BEGIN Data for this task
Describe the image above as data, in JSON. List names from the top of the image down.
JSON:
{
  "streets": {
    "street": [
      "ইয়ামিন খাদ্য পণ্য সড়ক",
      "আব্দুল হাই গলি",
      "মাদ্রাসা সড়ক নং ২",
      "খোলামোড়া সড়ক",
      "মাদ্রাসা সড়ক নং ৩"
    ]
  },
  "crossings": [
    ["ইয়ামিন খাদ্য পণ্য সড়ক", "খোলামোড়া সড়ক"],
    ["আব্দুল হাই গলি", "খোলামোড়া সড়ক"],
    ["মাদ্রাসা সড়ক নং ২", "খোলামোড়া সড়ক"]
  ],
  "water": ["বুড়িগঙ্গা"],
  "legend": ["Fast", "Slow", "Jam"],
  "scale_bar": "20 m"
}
END Data for this task
:: Exercise ::
Exact repetition of every entry in the data is required.

:: Solution to the exercise ::
Describe the image above as data, in JSON. List names from the top of the image down.
JSON:
{
  "streets": {
    "street": [
      "ইয়ামিন খাদ্য পণ্য সড়ক",
      "আব্দুল হাই গলি",
      "মাদ্রাসা সড়ক নং ২",
      "খোলামোড়া সড়ক",
      "মাদ্রাসা সড়ক নং ৩"
    ]
  },
  "crossings": [
    ["ইয়ামিন খাদ্য পণ্য সড়ক", "খোলামোড়া সড়ক"],
    ["আব্দুল হাই গলি", "খোলামোড়া সড়ক"],
    ["মাদ্রাসা সড়ক নং ২", "খোলামোড়া সড়ক"]
  ],
  "water": ["বুড়িগঙ্গা"],
  "legend": ["Fast", "Slow", "Jam"],
  "scale_bar": "20 m"
}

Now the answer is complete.